┌─ Available data
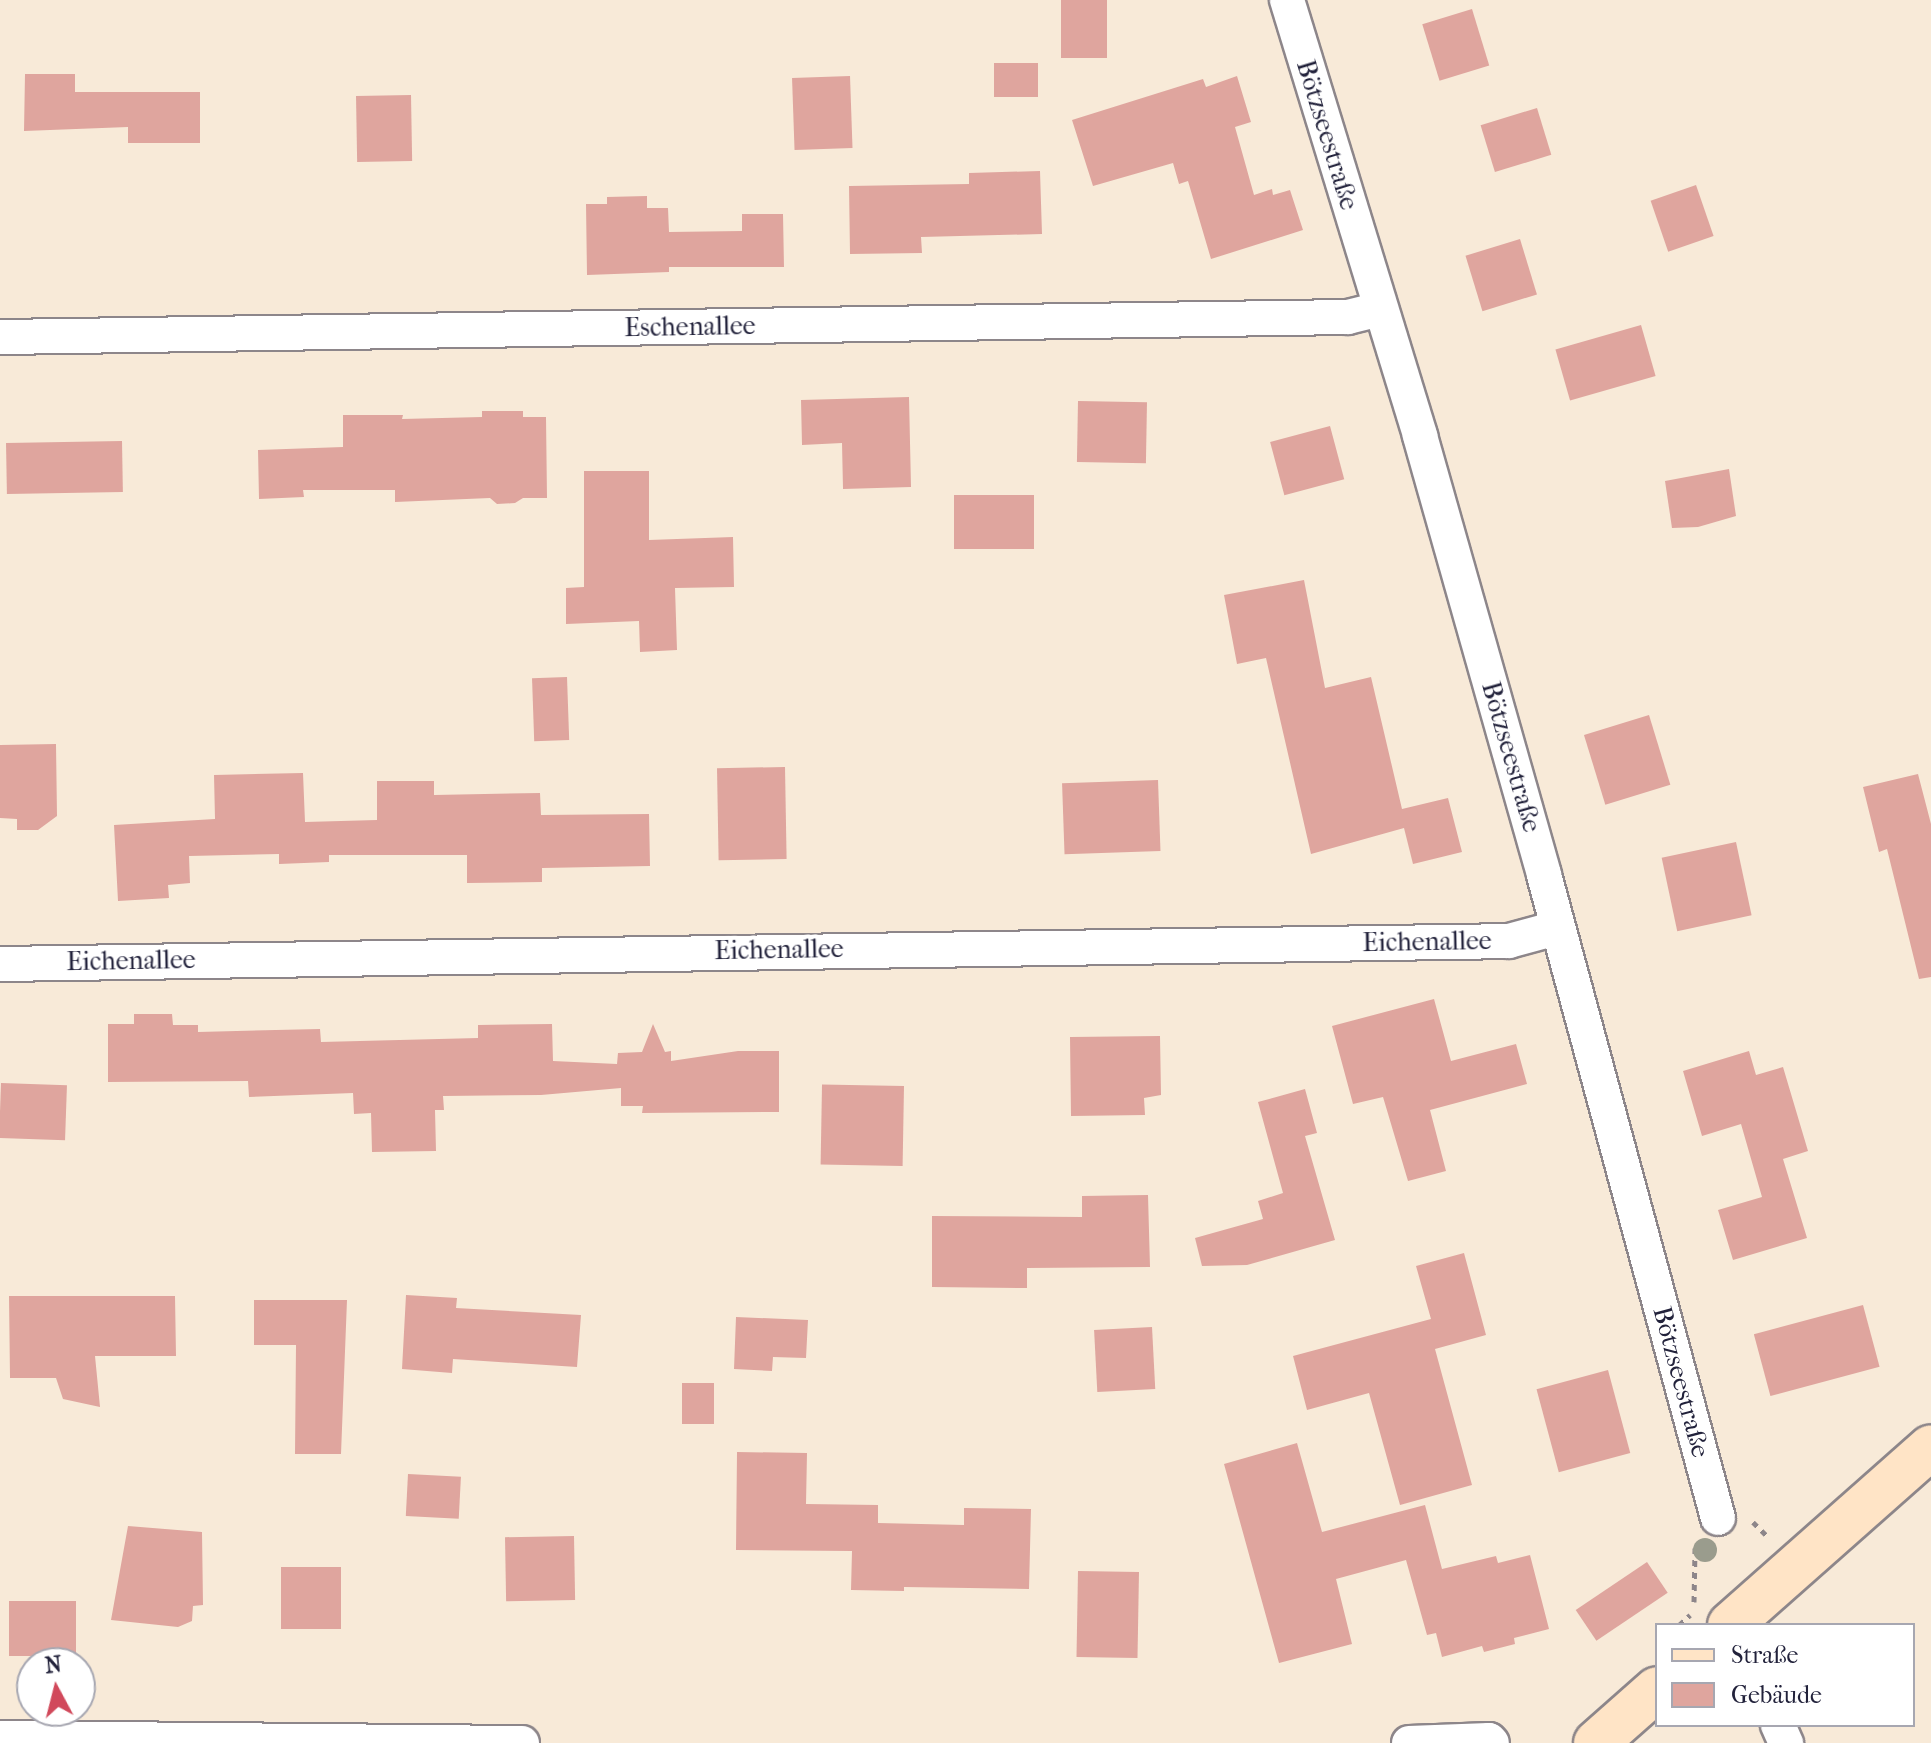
<!DOCTYPE html>
<html>
<head>
<meta charset="utf-8">
<style>
	body { margin:0 }
	#map { position:relative; width:1931px; height:1743px; overflow:hidden; background:#f8ead8; font-family:"IM FELL French Canon",serif }
	div>[style] { position:absolute }
	.building>* { inset:0; background:#dfa59e; transform-origin:0 0 }
	.path>* { height:5px; margin-top:-2.5px; transform-origin:0; background:repeating-linear-gradient(90deg,#8d868a 0 6px,transparent 0 12px) }
	.roads { filter:drop-shadow(2px 0 #8d868a) drop-shadow(-2px 0 #8d868a) drop-shadow(0 2px #8d868a) drop-shadow(0 -2px #8d868a) }
	.minor>* { height:34px; margin:-17px; padding:0 17px; transform-origin:17px; border-radius:17px; background:#fff }
	.secondary>* { height:44px; margin:-22px; padding:0 22px; transform-origin:22px; border-radius:22px; background:#ffe4c6 }
	.trees>* { width:24px; height:24px; margin:-12px; border-radius:50%; background:#9a9c8d }
	span { translate:-50% -50%; white-space:nowrap; text-align:center; line-height:1.15; -webkit-text-stroke:8px #fff; paint-order:stroke }
	.street-label { font-size:26px; color:#22223b }
	.legend { position:absolute; left:1655px; top:1623px; width:260px; height:104px; box-sizing:border-box; background:#fff; border:2px solid #a7a7b1; margin:0; padding:10px 14px; list-style:none; font-size:24px; color:#22223b }
	.legend li { display:flex; align-items:center; gap:16px; height:40px }
	.legend b { width:40px; border:2px solid #a7a7b1 }
	.north { position:absolute; left:16px; top:1647px; width:80px; height:80px; box-sizing:border-box; background:#fff; border:2px solid #a7a7b1; border-radius:50%; rotate:353deg; font-size:22px; font-weight:700; line-height:32px; text-align:center; color:#22223b }
	.north::after { content:''; display:block; margin:auto; width:28px; height:36px; background:#d1495b; clip-path:polygon(50% 0,100% 100%,50% 72%,0 100%) }
</style>
</head>
<body>
<div id="map">
	<div class="building">
		<div style="left:1061px;top:0;width:46px;height:58px"></div>
		<div style="left:1472px;top:9px;width:59px;height:52px;rotate:73deg"></div>
		<div style="left:994px;top:63px;width:44px;height:34px"></div>
		<div style="clip-path:polygon(25px 74px,75px 74px,75px 92px,200px 92px,200px 143px,128px 143px,128px 127px,24px 131px)"></div>
		<div style="left:850px;top:76px;width:72px;height:58px;rotate:88deg"></div>
		<div style="clip-path:polygon(1237px 76px,1251px 122px,1235px 127px,1254px 195px,1272px 189px,1273px 195px,1290px 190px,1303px 230px,1211px 259px,1188px 181px,1179px 184px,1173px 163px,1093px 186px,1072px 120px,1203px 79px,1206px 87px)"></div>
		<div style="left:411px;top:95px;width:66px;height:55px;rotate:89deg"></div>
		<div style="left:1537px;top:108px;width:49px;height:59px;rotate:73deg"></div>
		<div style="clip-path:polygon(1040px 171px,1042px 234px,921px 237px,922px 253px,850px 254px,849px 186px,969px 184px,969px 173px)"></div>
		<div style="left:1696px;top:185px;width:54px;height:48px;rotate:71deg"></div>
		<div style="clip-path:polygon(647px 196px,647px 208px,668px 208px,669px 232px,742px 231px,742px 214px,783px 214px,784px 267px,669px 267px,669px 272px,587px 275px,586px 204px,607px 204px,607px 197px)"></div>
		<div style="left:1520px;top:239px;width:58px;height:57px;rotate:73deg"></div>
		<div style="left:1641px;top:325px;width:53px;height:89px;rotate:74deg"></div>
		<div style="clip-path:polygon(909px 397px,911px 487px,843px 489px,842px 443px,802px 445px,801px 400px)"></div>
		<div style="left:1078px;top:401px;width:69px;height:61px;rotate:1deg"></div>
		<div style="clip-path:polygon(482px 411px,523px 411px,523px 417px,546px 417px,547px 498px,523px 498px,515px 503px,497px 504px,490px 498px,395px 502px,395px 490px,303px 490px,304px 497px,259px 499px,258px 450px,343px 447px,343px 415px,403px 415px,402px 419px,482px 417px)"></div>
		<div style="left:1330px;top:426px;width:55px;height:62px;rotate:75deg"></div>
		<div style="left:122px;top:441px;width:51px;height:116px;rotate:89deg"></div>
		<div style="clip-path:polygon(1729px 469px,1736px 516px,1698px 527px,1672px 528px,1665px 481px)"></div>
		<div style="clip-path:polygon(584px 471px,649px 471px,649px 540px,733px 537px,734px 587px,675px 588px,677px 650px,640px 652px,639px 621px,566px 624px,566px 588px,584px 587px)"></div>
		<div style="left:954px;top:495px;width:80px;height:54px"></div>
		<div style="clip-path:polygon(1304px 580px,1325px 688px,1371px 677px,1402px 809px,1448px 798px,1462px 852px,1413px 864px,1404px 828px,1311px 854px,1266px 658px,1237px 664px,1224px 595px)"></div>
		<div style="left:567px;top:677px;width:63px;height:35px;rotate:88deg"></div>
		<div style="left:1649px;top:715px;width:73px;height:68px;rotate:73deg"></div>
		<div style="clip-path:polygon(56px 744px,57px 816px,38px 830px,17px 830px,17px 819px,0 818px,0 745px)"></div>
		<div style="left:785px;top:767px;width:92px;height:68px;rotate:89deg"></div>
		<div style="clip-path:polygon(303px 773px,305px 822px,377px 820px,377px 781px,434px 781px,434px 795px,540px 793px,541px 815px,649px 814px,650px 866px,542px 868px,542px 882px,467px 883px,467px 855px,329px 855px,329px 862px,279px 864px,279px 854px,189px 856px,190px 883px,168px 885px,169px 898px,118px 901px,114px 825px,215px 819px,214px 775px)"></div>
		<div style="clip-path:polygon(1918px 774px,1931px 824px,1931px 977px,1919px 979px,1887px 849px,1879px 852px,1863px 787px)"></div>
		<div style="left:1158px;top:780px;width:71px;height:96px;rotate:88deg"></div>
		<div style="left:1736px;top:842px;width:75px;height:76px;rotate:78deg"></div>
		<div style="clip-path:polygon(1434px 999px,1451px 1061px,1516px 1044px,1527px 1084px,1430px 1110px,1446px 1171px,1408px 1181px,1383px 1097px,1353px 1104px,1332px 1026px)"></div>
		<div style="clip-path:polygon(134px 1014px,172px 1014px,173px 1025px,198px 1025px,198px 1032px,320px 1029px,321px 1042px,478px 1038px,478px 1025px,552px 1024px,553px 1061px,617px 1064px,618px 1053px,642px 1052px,653px 1024px,665px 1052px,671px 1051px,671px 1061px,738px 1051px,779px 1051px,779px 1112px,642px 1113px,643px 1106px,621px 1106px,621px 1088px,541px 1095px,443px 1096px,444px 1110px,435px 1110px,436px 1151px,372px 1152px,371px 1113px,354px 1114px,353px 1093px,249px 1097px,248px 1081px,108px 1082px,108px 1024px,134px 1024px)"></div>
		<div style="clip-path:polygon(1160px 1036px,1161px 1095px,1144px 1098px,1145px 1115px,1071px 1116px,1070px 1037px)"></div>
		<div style="clip-path:polygon(1749px 1051px,1756px 1075px,1783px 1067px,1808px 1151px,1783px 1159px,1807px 1238px,1733px 1260px,1718px 1210px,1762px 1197px,1741px 1124px,1702px 1136px,1683px 1071px)"></div>
		<div style="left:1px;top:1083px;width:66px;height:55px;rotate:2deg"></div>
		<div style="left:904px;top:1086px;width:80px;height:82px;rotate:91deg"></div>
		<div style="clip-path:polygon(1305px 1089px,1317px 1133px,1305px 1136px,1335px 1240px,1247px 1265px,1202px 1266px,1195px 1238px,1263px 1219px,1258px 1201px,1283px 1193px,1258px 1102px)"></div>
		<div style="clip-path:polygon(1148px 1195px,1150px 1267px,1027px 1268px,1027px 1288px,932px 1287px,932px 1216px,1082px 1217px,1082px 1196px)"></div>
		<div style="clip-path:polygon(1464px 1253px,1486px 1335px,1435px 1349px,1472px 1485px,1400px 1505px,1369px 1393px,1307px 1410px,1293px 1356px,1431px 1319px,1416px 1266px)"></div>
		<div style="clip-path:polygon(406px 1295px,457px 1298px,456px 1308px,581px 1315px,577px 1367px,453px 1359px,452px 1373px,402px 1369px)"></div>
		<div style="clip-path:polygon(9px 1296px,175px 1296px,176px 1356px,95px 1356px,100px 1407px,63px 1399px,56px 1378px,10px 1378px)"></div>
		<div style="clip-path:polygon(254px 1300px,347px 1300px,341px 1454px,295px 1454px,296px 1345px,254px 1345px)"></div>
		<div style="left:1863px;top:1305px;width:64px;height:113px;rotate:75deg"></div>
		<div style="clip-path:polygon(736px 1317px,808px 1320px,806px 1358px,773px 1357px,772px 1371px,734px 1369px)"></div>
		<div style="left:1152px;top:1327px;width:62px;height:58px;rotate:87deg"></div>
		<div style="left:1608px;top:1370px;width:86px;height:74px;rotate:75deg"></div>
		<div style="left:682px;top:1383px;width:32px;height:41px"></div>
		<div style="clip-path:polygon(1297px 1443px,1322px 1532px,1425px 1505px,1442px 1569px,1496px 1556px,1498px 1563px,1530px 1555px,1549px 1629px,1514px 1638px,1515px 1644px,1484px 1652px,1482px 1646px,1442px 1657px,1436px 1633px,1427px 1635px,1406px 1560px,1336px 1579px,1352px 1644px,1279px 1663px,1224px 1464px)"></div>
		<div style="clip-path:polygon(737px 1452px,807px 1453px,806px 1504px,878px 1505px,878px 1523px,964px 1525px,964px 1508px,1031px 1509px,1029px 1589px,904px 1587px,904px 1591px,851px 1590px,852px 1551px,736px 1550px)"></div>
		<div style="left:408px;top:1474px;width:53px;height:42px;rotate:3deg"></div>
		<div style="clip-path:polygon(128px 1526px,202px 1532px,203px 1605px,193px 1606px,192px 1621px,178px 1627px,111px 1620px)"></div>
		<div style="left:574px;top:1536px;width:64px;height:69px;rotate:89deg"></div>
		<div style="left:1647px;top:1562px;width:37px;height:86px;rotate:56deg"></div>
		<div style="left:281px;top:1567px;width:60px;height:62px"></div>
		<div style="left:1078px;top:1571px;width:61px;height:86px;rotate:1deg"></div>
		<div style="left:9px;top:1601px;width:67px;height:55px"></div>
	</div>
	<div class="path">
		<div style="left:1753px;top:1522px;width:21px;rotate:45deg"></div>
		<div style="left:1694px;top:1602px;width:54px;rotate:-88.9deg"></div>
		<div style="left:1679px;top:1625px;width:15px;rotate:-42deg"></div>
	</div>
	<div class="roads">
		<div class="minor">
			<div style="left:1287px;top:0;width:456px;rotate:73deg"></div>
			<div style="left:1420px;top:436px;width:456px;rotate:74.2deg"></div>
			<div style="left:1544px;top:875px;width:666px;rotate:74.86deg"></div>
			<div style="left:0;top:337px;width:1348px;rotate:-0.85deg"></div>
			<div style="left:1348px;top:317px;width:33px;rotate:-14deg"></div>
			<div style="left:0;top:964px;width:1509px;rotate:-0.87deg"></div>
			<div style="left:1509px;top:941px;width:50px;rotate:-15.2deg"></div>
			<div style="left:1778px;top:1725px;width:20px;rotate:66deg"></div>
			<div style="left:0;top:1738px;width:522px;rotate:0.55deg"></div>
			<div style="left:1409px;top:1743px;width:80px;rotate:-2.1deg"></div>
			<div style="left:1489px;top:1740px;width:4px;rotate:45deg"></div>
		</div>
		<div class="secondary">
			<div style="left:1730px;top:1625px;width:268px;rotate:-41.5deg"></div>
			<div style="left:1596px;top:1743px;width:81px;rotate:-41.5deg"></div>
		</div>
	</div>
	<div class="trees">
		<div style="left:1705px;top:1550px"></div>
	</div>
	<div class="street-label">
		<span style="left:1327px;top:135px;rotate:73deg">Bötzseestraße</span>
		<span style="left:690px;top:327px;rotate:-1deg">Eschenallee</span>
		<span style="left:1511px;top:757px;rotate:74deg">Bötzseestraße</span>
		<span style="left:1427px;top:942px;rotate:-1deg">Eichenallee</span>
		<span style="left:779px;top:950px;rotate:-1deg">Eichenallee</span>
		<span style="left:131px;top:961px;rotate:-1deg">Eichenallee</span>
		<span style="left:1681px;top:1382px;rotate:75deg">Bötzseestraße</span>
	</div>
	<ul class="legend">
	<li><b style="height:10px;background:#ffe4c6"></b>Straße</li>
	<li><b style="height:22px;background:#dfa59e"></b>Gebäude</li>
	</ul>
	<div class="north">N</div>
</div>
</body>
</html>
└─
» What is needed:
Write out nothing but the lines from the start of the data through the line with "position:relative; width:1931px; height:1743px;". Leave out the pictures.

» Result for this task:
<!DOCTYPE html>
<html>
<head>
<meta charset="utf-8">
<style>
	body { margin:0 }
	#map { position:relative; width:1931px; height:1743px; overflow:hidden; background:#f8ead8; font-family:"IM FELL French Canon",serif }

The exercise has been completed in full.